William Petterson MacCracken, Jr. (September 17, 1888 - September 1969) was a pioneer aviator. MacCracken became the first federal regulator of commercial aviation when then-Secretary of Commerce Herbert Hoover named him the first Assistant Secretary of Commerce for Aeronautics in 1926. During World War I he had served as a flight instructor, had served on the Chicago Aeronautical Commission, and was a member of the board of governors of the National Aeronautical Association when selected by Hoover.
After helping to draft key safety standards and regulations that became part of the 1930 Air Mail Act, MacCracken returned to his private law practice, where he continued to be involved in the growth of commercial aviation by representing many major airlines. For that reason Postmaster General Walter F. Brown asked him to preside over what was later scandalized as the Spoils Conference, to work out an agreement between the carriers and the Post office to consolidate air mail routes into transcontinental networks operated by the best-equipped and financially stable companies.
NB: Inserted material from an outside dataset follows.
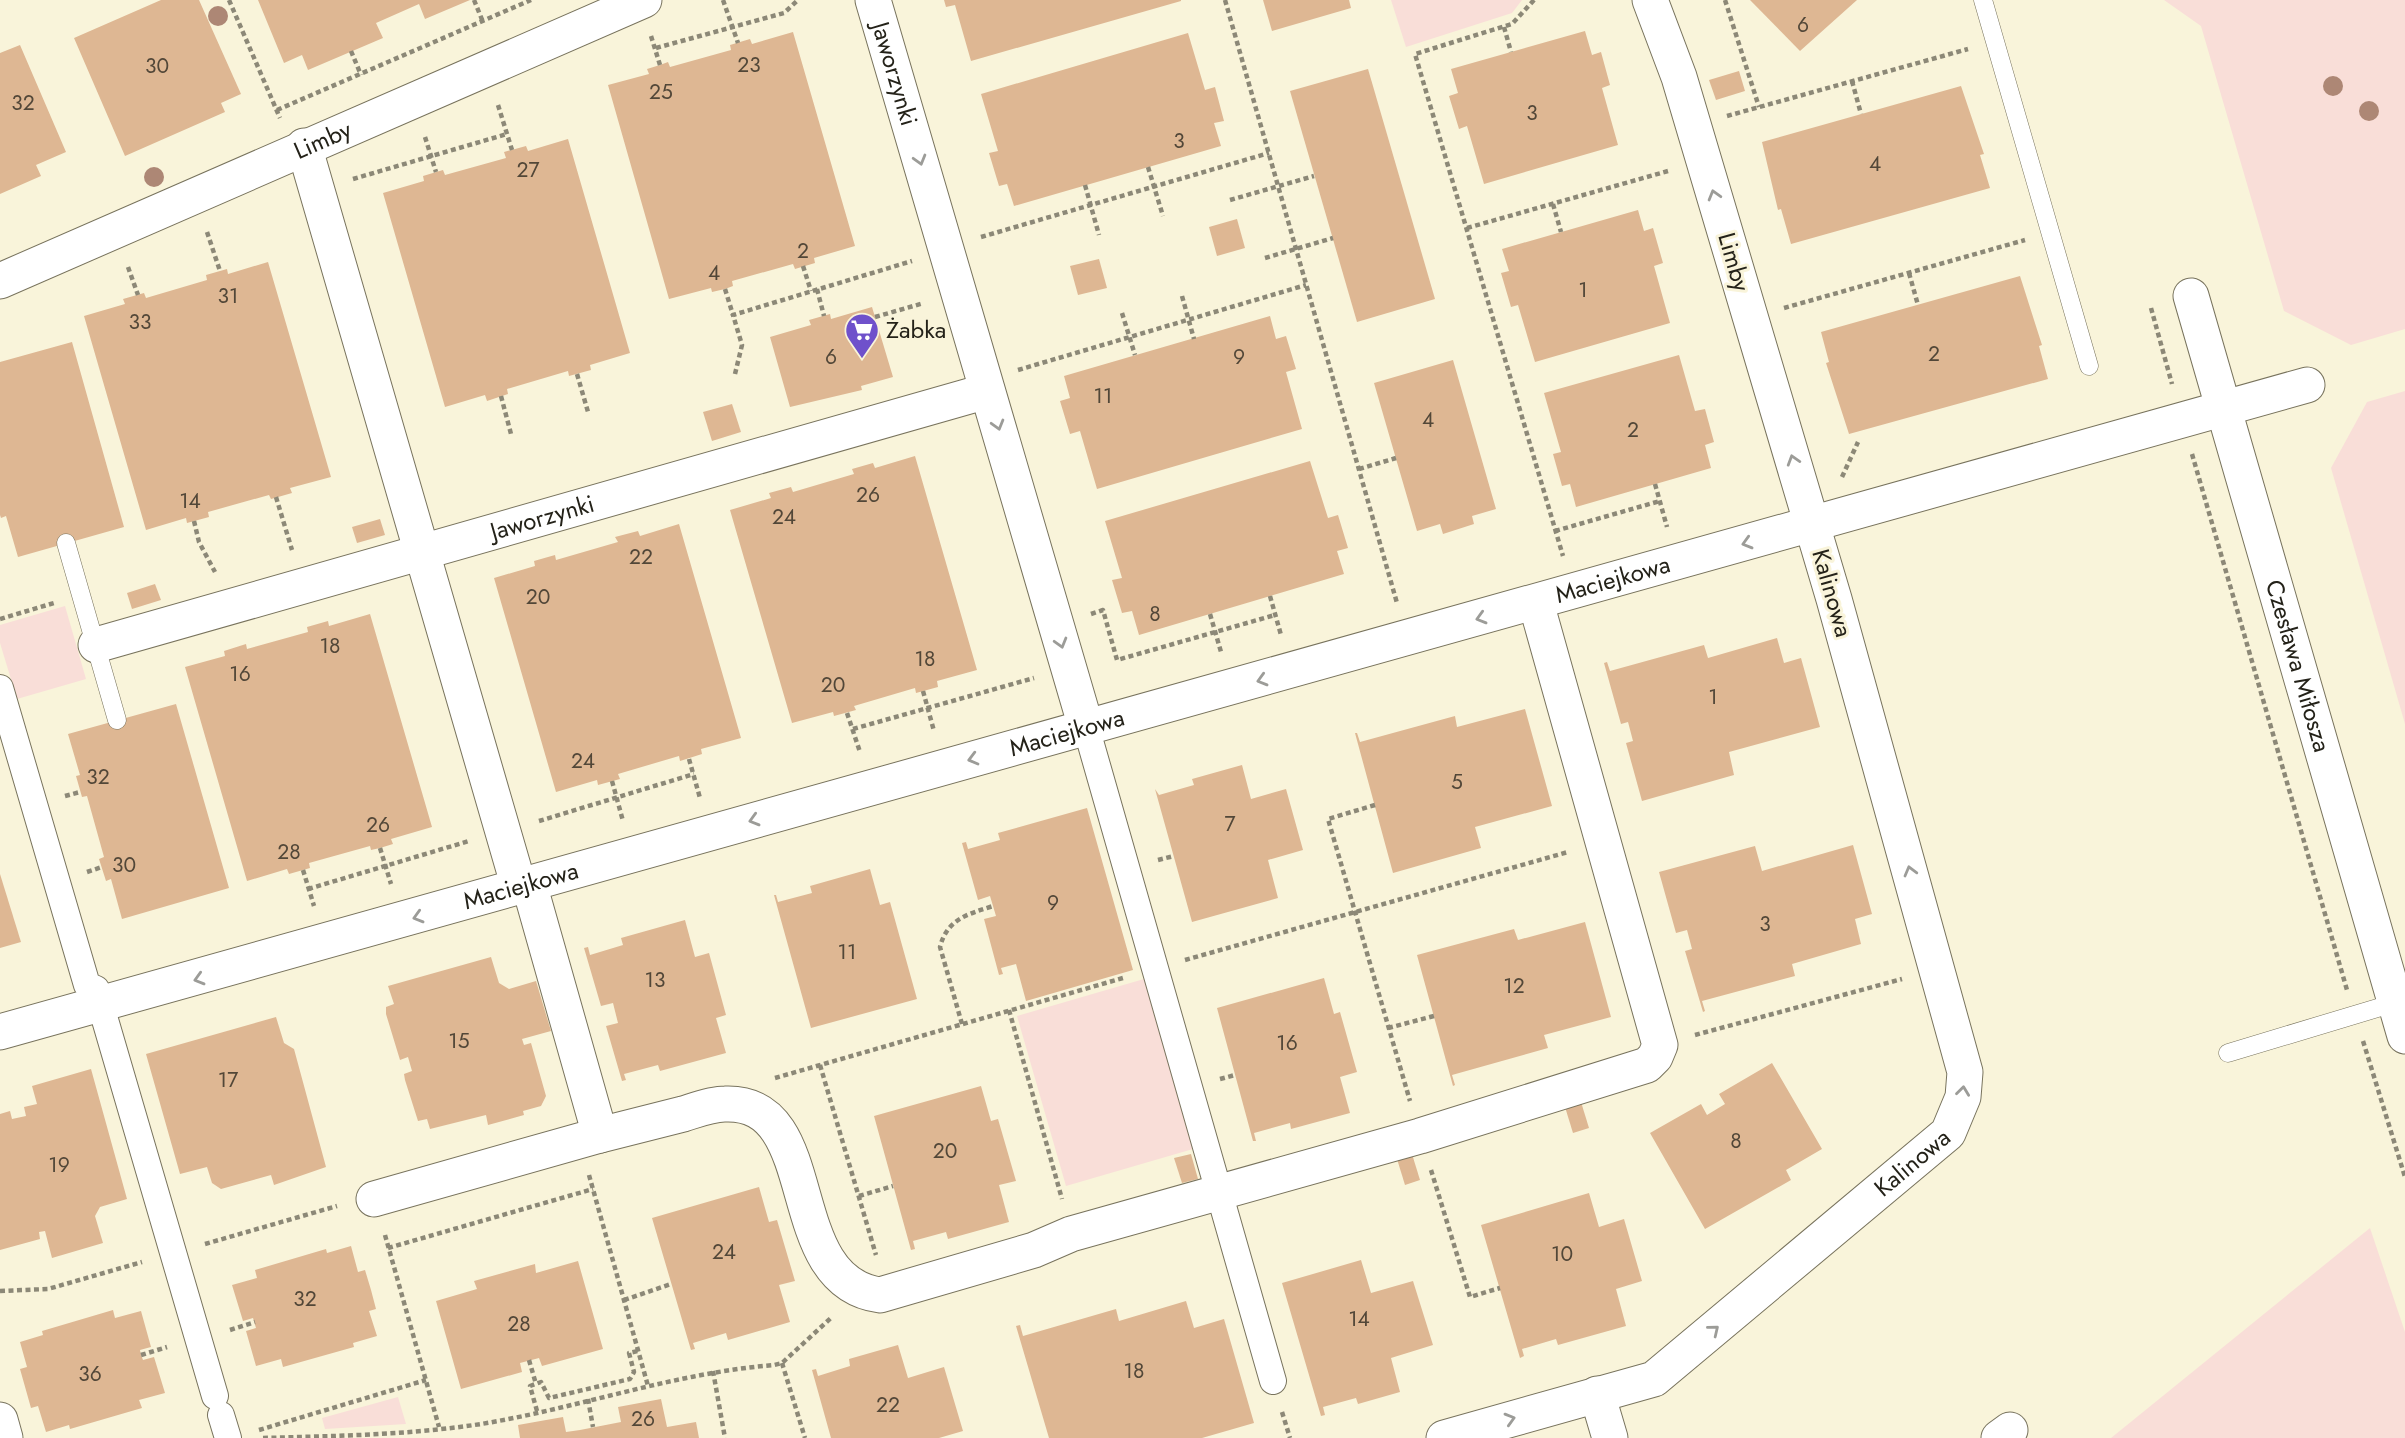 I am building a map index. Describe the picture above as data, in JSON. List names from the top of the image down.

This relationship left both exposed to charges of favoritism. When MacCracken refused later to testify before Congress, he was declared a lobbyist and found in contempt of Congress for allowing clients to rip up subpoenaed documents.
MacCracken filed a petition of habeas corpus in federal courts to overturn his arrest, but after litigation, the U.S. Supreme Court ruled that Congress had acted constitutionally, and denied the petition in the case Jurney v. MacCracken.